Supplied records below:
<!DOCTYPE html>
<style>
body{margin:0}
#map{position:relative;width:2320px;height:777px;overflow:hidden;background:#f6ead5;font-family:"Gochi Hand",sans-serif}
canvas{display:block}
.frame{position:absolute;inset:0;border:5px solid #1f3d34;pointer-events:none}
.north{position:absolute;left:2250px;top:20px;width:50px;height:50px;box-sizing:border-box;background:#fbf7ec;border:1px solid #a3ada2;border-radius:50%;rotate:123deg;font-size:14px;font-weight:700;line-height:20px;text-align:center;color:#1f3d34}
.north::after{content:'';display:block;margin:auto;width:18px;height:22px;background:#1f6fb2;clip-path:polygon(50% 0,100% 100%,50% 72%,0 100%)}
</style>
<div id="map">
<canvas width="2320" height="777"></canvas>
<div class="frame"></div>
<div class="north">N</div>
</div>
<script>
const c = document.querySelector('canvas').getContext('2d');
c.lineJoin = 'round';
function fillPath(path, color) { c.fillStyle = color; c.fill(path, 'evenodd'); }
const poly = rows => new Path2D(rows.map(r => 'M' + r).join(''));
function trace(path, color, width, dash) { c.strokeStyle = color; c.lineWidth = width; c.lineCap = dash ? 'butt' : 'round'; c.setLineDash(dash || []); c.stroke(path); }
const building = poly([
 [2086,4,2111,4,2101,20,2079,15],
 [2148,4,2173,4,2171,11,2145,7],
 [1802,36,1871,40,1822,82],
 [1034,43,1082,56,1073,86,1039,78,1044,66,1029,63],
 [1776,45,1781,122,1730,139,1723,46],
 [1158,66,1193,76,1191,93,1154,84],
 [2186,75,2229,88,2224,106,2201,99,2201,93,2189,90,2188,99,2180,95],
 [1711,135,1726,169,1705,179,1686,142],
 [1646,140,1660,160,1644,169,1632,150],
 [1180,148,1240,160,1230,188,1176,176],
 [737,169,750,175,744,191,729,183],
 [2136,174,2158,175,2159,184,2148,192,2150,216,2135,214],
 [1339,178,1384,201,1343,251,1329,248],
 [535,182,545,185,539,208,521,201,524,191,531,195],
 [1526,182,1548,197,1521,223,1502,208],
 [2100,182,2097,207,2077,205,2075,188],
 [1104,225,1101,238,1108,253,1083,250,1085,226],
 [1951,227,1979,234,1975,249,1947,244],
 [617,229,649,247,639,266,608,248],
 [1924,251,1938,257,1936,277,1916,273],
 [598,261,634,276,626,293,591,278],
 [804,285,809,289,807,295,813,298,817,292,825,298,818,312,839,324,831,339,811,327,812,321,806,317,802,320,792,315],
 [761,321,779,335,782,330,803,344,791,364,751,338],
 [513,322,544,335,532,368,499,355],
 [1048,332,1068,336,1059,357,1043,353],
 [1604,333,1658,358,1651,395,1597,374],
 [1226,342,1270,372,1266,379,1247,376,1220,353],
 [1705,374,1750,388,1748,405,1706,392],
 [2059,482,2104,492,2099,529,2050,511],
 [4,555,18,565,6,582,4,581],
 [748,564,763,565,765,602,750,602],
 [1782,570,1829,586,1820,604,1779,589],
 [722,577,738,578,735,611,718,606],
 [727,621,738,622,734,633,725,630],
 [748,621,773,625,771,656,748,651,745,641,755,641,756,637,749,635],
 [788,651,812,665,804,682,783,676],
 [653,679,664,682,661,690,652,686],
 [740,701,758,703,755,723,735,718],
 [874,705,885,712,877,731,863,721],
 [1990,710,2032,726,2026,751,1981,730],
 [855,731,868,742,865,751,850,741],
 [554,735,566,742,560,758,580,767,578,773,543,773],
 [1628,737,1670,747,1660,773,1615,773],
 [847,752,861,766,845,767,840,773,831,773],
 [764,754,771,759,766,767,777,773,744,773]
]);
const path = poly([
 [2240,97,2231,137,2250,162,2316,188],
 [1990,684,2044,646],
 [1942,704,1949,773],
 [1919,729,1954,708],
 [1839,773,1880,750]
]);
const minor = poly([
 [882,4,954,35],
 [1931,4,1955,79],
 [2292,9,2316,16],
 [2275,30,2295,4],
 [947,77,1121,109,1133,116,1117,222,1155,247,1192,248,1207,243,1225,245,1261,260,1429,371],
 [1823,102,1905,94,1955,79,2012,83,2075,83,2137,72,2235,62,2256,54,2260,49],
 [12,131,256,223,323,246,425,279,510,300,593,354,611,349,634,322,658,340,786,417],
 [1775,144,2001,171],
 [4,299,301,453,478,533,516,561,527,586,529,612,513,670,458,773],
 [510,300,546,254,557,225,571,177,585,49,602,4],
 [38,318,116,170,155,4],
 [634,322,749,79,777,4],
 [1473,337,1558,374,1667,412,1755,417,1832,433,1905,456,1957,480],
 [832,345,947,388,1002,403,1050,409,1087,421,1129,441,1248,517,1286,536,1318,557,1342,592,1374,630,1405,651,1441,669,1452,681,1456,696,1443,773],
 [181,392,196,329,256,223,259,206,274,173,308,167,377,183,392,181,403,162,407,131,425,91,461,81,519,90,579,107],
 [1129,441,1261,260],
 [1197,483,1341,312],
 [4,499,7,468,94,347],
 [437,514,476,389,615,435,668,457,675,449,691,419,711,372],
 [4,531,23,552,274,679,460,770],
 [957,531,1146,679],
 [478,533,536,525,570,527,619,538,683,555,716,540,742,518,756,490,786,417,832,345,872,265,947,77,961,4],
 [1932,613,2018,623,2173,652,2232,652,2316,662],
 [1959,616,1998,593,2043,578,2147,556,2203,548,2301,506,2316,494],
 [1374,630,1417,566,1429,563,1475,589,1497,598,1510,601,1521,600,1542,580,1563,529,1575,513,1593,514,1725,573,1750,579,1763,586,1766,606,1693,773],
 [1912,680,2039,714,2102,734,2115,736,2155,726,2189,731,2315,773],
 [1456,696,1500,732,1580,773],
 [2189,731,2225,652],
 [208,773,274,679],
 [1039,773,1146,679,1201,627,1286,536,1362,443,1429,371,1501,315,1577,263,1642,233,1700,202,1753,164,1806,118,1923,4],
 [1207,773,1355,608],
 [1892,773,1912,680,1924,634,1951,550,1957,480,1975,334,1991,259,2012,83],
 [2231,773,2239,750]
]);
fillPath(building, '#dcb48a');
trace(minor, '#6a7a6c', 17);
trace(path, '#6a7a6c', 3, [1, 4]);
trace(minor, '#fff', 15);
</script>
End of Supplied records.
Supplied records below:
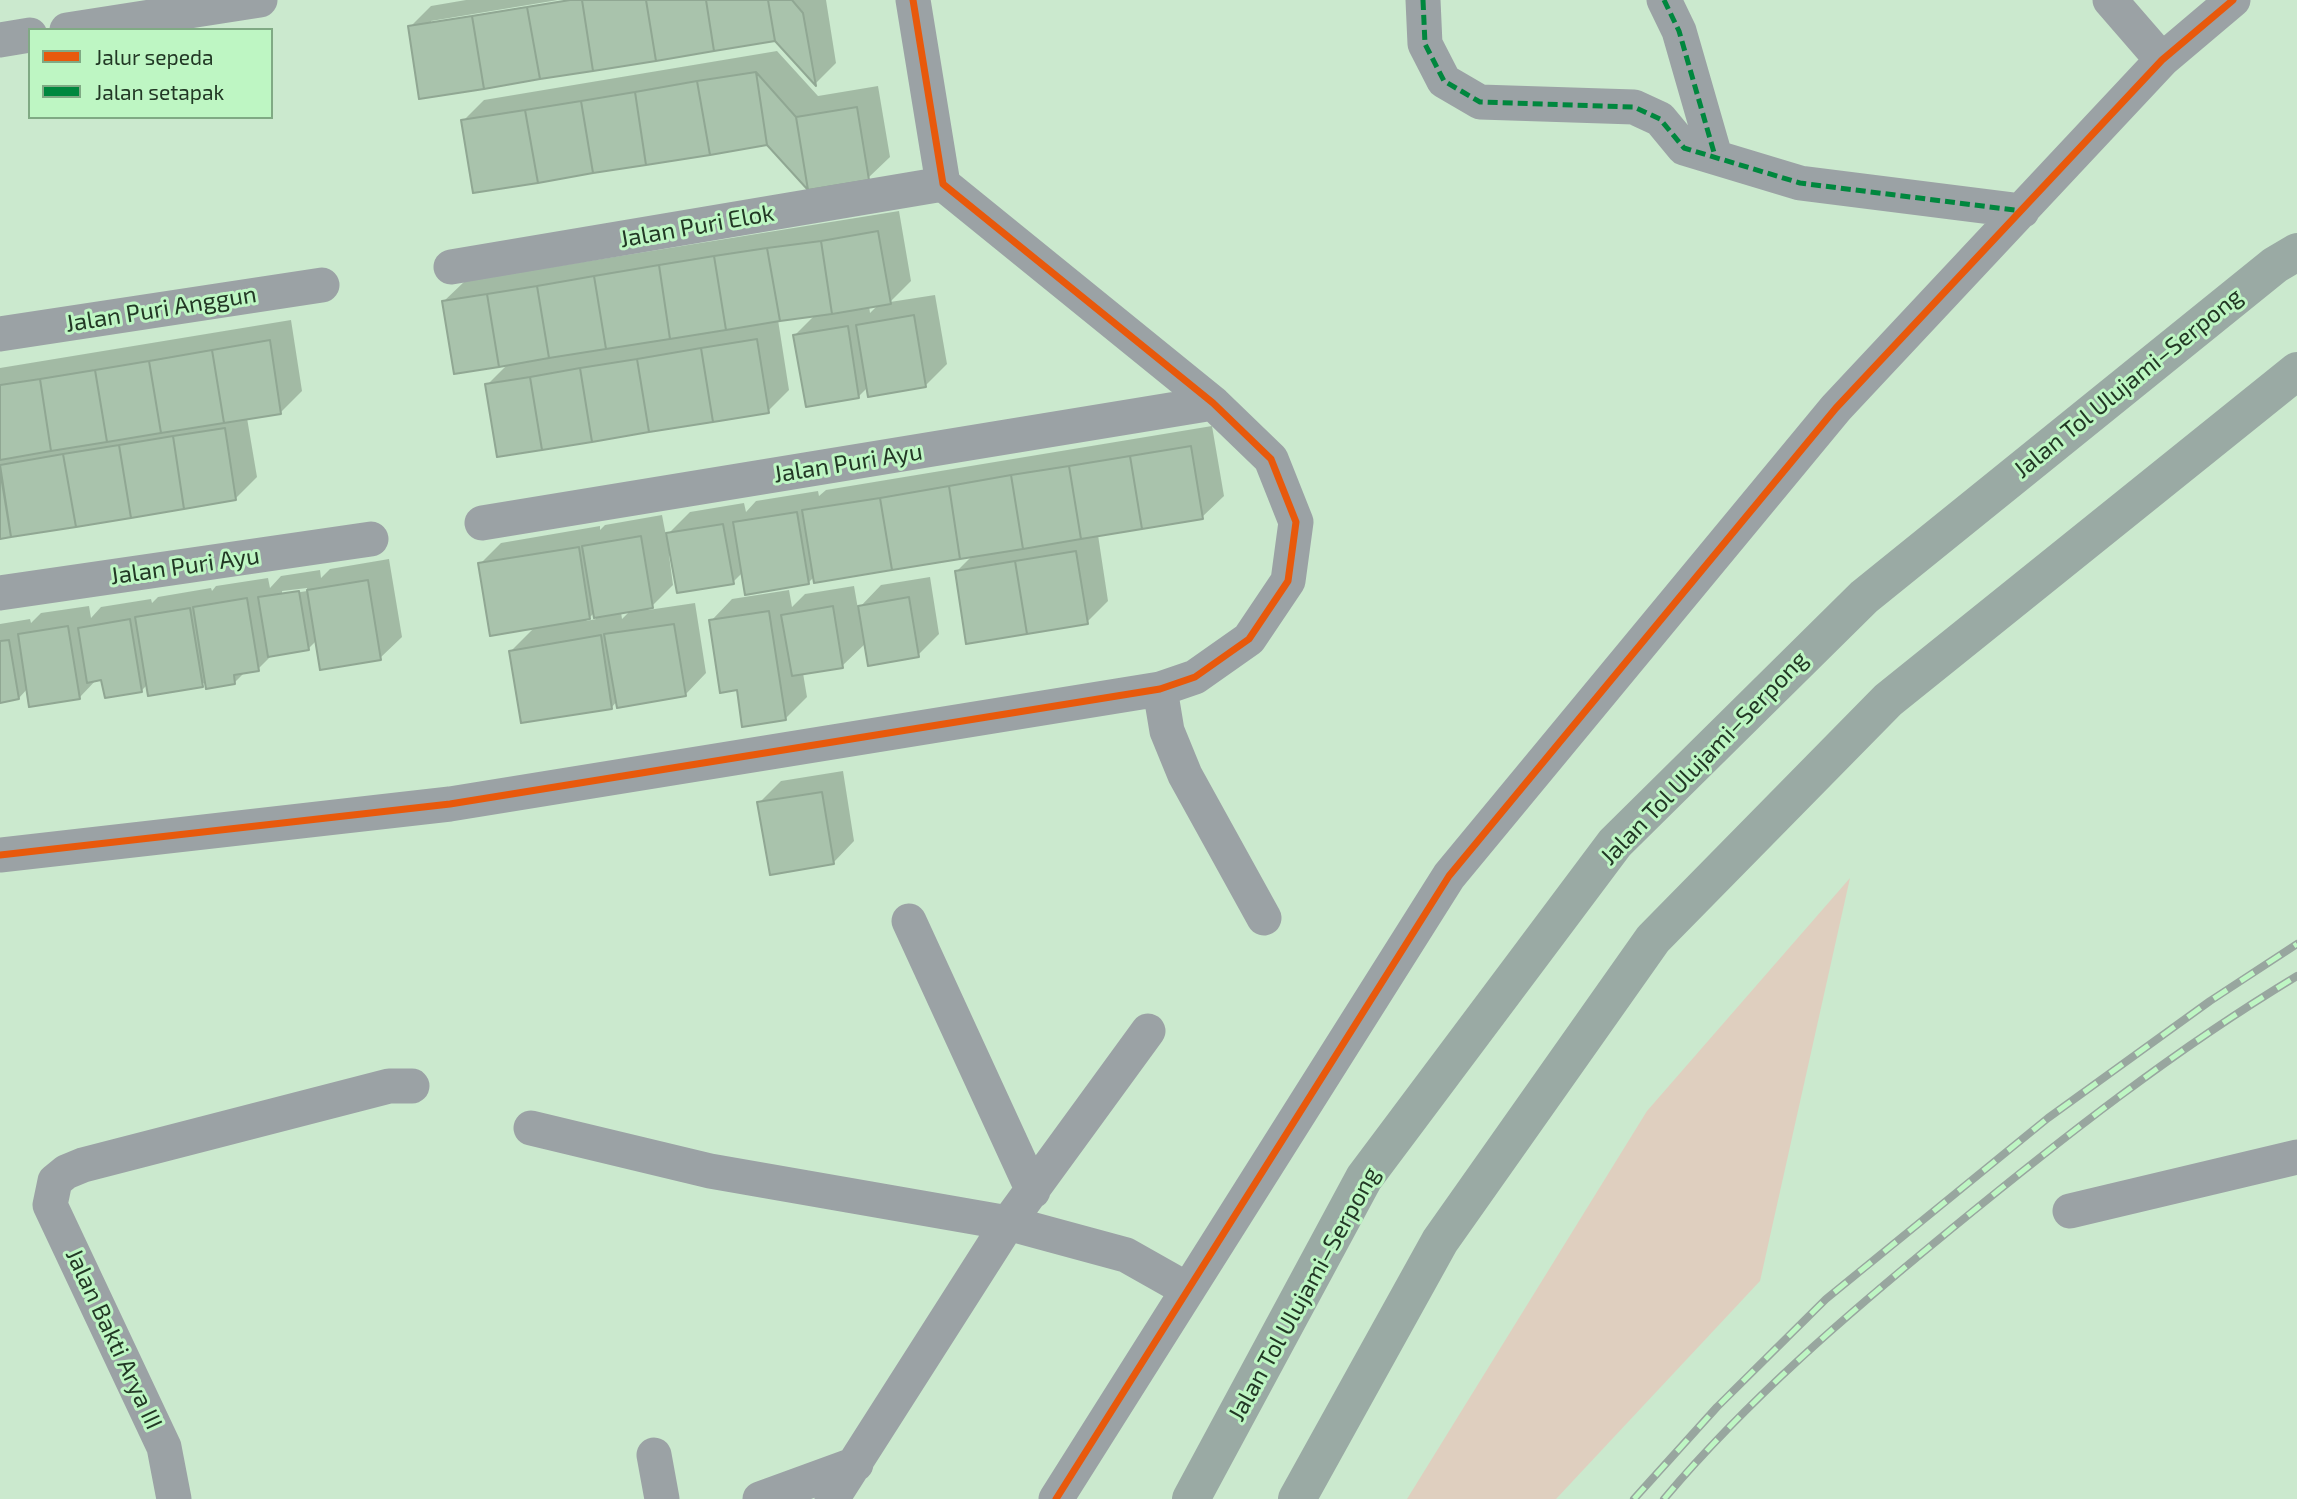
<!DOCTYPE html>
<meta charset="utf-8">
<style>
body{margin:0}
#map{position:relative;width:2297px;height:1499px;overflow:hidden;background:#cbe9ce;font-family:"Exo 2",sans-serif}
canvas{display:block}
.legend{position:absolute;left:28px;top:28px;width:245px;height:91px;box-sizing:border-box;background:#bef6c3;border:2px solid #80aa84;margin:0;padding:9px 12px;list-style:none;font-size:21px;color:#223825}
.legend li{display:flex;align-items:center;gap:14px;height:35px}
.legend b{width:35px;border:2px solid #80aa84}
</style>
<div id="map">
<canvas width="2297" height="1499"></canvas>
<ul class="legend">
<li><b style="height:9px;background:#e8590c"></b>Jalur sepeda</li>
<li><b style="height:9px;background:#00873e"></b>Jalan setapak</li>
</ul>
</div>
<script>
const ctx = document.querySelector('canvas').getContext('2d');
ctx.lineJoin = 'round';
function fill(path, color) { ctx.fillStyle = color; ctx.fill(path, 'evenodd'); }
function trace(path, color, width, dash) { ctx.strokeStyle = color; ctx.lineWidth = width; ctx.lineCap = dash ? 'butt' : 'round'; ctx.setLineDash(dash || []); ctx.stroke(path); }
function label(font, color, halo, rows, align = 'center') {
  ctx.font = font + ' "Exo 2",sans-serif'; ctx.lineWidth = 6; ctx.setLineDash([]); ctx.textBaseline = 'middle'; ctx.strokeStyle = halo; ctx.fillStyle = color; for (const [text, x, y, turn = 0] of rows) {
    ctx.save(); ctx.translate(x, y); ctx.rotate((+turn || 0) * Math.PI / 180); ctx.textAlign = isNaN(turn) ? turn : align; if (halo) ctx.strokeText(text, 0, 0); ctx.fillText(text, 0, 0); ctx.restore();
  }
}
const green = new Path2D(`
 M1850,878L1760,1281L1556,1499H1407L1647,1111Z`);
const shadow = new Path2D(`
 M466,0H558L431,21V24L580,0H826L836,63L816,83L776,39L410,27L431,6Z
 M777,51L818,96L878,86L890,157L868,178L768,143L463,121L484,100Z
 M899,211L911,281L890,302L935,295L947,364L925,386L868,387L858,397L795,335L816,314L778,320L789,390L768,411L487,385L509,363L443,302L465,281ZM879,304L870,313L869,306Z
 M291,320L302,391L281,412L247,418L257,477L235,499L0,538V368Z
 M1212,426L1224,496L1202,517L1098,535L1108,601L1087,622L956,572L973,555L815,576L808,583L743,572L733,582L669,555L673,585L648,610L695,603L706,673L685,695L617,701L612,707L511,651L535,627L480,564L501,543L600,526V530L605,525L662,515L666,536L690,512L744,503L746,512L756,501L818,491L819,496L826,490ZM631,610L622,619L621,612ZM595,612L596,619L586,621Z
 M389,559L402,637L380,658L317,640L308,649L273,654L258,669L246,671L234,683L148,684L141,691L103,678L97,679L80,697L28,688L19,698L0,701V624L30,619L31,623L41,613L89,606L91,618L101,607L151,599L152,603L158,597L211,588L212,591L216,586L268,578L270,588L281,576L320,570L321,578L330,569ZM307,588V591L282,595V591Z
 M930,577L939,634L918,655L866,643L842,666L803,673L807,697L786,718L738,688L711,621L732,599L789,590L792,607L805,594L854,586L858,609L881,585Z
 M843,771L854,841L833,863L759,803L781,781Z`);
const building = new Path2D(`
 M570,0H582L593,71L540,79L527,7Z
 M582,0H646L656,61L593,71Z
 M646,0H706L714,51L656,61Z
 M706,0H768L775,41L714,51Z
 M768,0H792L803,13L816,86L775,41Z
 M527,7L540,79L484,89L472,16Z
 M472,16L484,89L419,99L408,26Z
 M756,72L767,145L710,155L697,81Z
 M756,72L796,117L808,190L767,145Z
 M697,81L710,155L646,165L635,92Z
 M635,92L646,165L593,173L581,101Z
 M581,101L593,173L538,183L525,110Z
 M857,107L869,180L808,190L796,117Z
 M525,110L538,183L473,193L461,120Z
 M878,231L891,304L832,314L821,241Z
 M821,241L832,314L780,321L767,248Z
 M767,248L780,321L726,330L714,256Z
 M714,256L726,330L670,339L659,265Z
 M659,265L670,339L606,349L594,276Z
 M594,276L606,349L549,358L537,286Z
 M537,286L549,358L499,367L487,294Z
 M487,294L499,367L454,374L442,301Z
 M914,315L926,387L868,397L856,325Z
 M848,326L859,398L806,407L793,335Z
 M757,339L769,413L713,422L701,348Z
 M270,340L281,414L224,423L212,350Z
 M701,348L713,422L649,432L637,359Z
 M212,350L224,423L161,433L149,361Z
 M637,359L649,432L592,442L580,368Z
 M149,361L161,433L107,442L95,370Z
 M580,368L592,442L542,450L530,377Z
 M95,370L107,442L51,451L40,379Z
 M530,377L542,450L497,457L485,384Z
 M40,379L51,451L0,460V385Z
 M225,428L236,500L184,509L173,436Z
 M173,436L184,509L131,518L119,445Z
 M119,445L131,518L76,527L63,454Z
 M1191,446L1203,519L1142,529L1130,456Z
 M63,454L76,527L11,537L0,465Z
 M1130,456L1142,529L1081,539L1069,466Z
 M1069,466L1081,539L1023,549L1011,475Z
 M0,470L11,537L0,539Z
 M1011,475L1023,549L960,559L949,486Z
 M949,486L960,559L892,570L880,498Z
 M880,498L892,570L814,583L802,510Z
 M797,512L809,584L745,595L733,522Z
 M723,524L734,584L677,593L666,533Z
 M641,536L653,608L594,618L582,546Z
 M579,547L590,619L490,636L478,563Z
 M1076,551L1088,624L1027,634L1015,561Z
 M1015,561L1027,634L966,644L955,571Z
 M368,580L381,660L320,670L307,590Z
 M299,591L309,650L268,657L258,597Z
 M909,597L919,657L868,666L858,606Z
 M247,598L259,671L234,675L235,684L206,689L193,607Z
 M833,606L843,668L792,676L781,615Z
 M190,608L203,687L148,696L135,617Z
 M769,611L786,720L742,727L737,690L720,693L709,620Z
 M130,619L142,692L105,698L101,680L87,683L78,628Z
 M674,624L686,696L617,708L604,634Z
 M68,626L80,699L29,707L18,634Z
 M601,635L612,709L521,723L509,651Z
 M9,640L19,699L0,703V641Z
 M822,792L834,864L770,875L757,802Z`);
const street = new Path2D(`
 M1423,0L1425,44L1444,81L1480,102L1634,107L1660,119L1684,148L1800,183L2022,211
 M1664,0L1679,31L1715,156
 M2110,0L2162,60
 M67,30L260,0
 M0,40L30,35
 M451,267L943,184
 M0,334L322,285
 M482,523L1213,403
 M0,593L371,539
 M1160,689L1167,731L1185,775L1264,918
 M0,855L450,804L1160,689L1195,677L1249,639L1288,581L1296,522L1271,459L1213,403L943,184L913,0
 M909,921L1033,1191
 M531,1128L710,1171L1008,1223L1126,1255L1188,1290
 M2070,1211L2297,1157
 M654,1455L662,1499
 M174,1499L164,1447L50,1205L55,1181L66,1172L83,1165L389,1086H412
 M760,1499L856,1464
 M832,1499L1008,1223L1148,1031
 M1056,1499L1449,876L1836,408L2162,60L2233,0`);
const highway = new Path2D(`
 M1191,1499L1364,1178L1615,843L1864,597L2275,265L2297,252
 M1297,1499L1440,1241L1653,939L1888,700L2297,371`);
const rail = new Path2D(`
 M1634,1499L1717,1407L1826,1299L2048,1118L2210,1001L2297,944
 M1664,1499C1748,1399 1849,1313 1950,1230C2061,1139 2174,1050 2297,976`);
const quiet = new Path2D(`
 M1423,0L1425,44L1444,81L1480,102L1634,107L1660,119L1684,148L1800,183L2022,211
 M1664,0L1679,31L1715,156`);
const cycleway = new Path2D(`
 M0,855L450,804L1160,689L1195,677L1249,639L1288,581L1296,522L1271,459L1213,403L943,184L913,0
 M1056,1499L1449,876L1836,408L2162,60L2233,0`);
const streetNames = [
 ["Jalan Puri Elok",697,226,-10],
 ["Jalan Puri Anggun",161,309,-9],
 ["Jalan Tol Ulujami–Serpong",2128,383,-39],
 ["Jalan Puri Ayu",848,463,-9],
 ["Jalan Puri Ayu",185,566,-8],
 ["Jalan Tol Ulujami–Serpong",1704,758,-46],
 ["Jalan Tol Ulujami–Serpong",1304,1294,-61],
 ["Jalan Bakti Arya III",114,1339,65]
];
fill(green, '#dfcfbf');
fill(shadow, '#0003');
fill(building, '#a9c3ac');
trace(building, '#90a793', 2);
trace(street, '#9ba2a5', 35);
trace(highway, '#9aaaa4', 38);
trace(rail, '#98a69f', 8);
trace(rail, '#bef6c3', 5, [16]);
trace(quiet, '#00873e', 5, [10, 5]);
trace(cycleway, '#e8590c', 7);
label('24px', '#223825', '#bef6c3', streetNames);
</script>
End of Supplied records.
Task brief: For this exercise, output exactly the lines above from the line with "function fillPath(path, color)" to the line with "[764,754,771,759,766,767,777,773,744,773]", counting both, and leave out the rest.

Solved exercise:
function fillPath(path, color) { c.fillStyle = color; c.fill(path, 'evenodd'); }
const poly = rows => new Path2D(rows.map(r => 'M' + r).join(''));
function trace(path, color, width, dash) { c.strokeStyle = color; c.lineWidth = width; c.lineCap = dash ? 'butt' : 'round'; c.setLineDash(dash || []); c.stroke(path); }
const building = poly([
 [2086,4,2111,4,2101,20,2079,15],
 [2148,4,2173,4,2171,11,2145,7],
 [1802,36,1871,40,1822,82],
 [1034,43,1082,56,1073,86,1039,78,1044,66,1029,63],
 [1776,45,1781,122,1730,139,1723,46],
 [1158,66,1193,76,1191,93,1154,84],
 [2186,75,2229,88,2224,106,2201,99,2201,93,2189,90,2188,99,2180,95],
 [1711,135,1726,169,1705,179,1686,142],
 [1646,140,1660,160,1644,169,1632,150],
 [1180,148,1240,160,1230,188,1176,176],
 [737,169,750,175,744,191,729,183],
 [2136,174,2158,175,2159,184,2148,192,2150,216,2135,214],
 [1339,178,1384,201,1343,251,1329,248],
 [535,182,545,185,539,208,521,201,524,191,531,195],
 [1526,182,1548,197,1521,223,1502,208],
 [2100,182,2097,207,2077,205,2075,188],
 [1104,225,1101,238,1108,253,1083,250,1085,226],
 [1951,227,1979,234,1975,249,1947,244],
 [617,229,649,247,639,266,608,248],
 [1924,251,1938,257,1936,277,1916,273],
 [598,261,634,276,626,293,591,278],
 [804,285,809,289,807,295,813,298,817,292,825,298,818,312,839,324,831,339,811,327,812,321,806,317,802,320,792,315],
 [761,321,779,335,782,330,803,344,791,364,751,338],
 [513,322,544,335,532,368,499,355],
 [1048,332,1068,336,1059,357,1043,353],
 [1604,333,1658,358,1651,395,1597,374],
 [1226,342,1270,372,1266,379,1247,376,1220,353],
 [1705,374,1750,388,1748,405,1706,392],
 [2059,482,2104,492,2099,529,2050,511],
 [4,555,18,565,6,582,4,581],
 [748,564,763,565,765,602,750,602],
 [1782,570,1829,586,1820,604,1779,589],
 [722,577,738,578,735,611,718,606],
 [727,621,738,622,734,633,725,630],
 [748,621,773,625,771,656,748,651,745,641,755,641,756,637,749,635],
 [788,651,812,665,804,682,783,676],
 [653,679,664,682,661,690,652,686],
 [740,701,758,703,755,723,735,718],
 [874,705,885,712,877,731,863,721],
 [1990,710,2032,726,2026,751,1981,730],
 [855,731,868,742,865,751,850,741],
 [554,735,566,742,560,758,580,767,578,773,543,773],
 [1628,737,1670,747,1660,773,1615,773],
 [847,752,861,766,845,767,840,773,831,773],
 [764,754,771,759,766,767,777,773,744,773]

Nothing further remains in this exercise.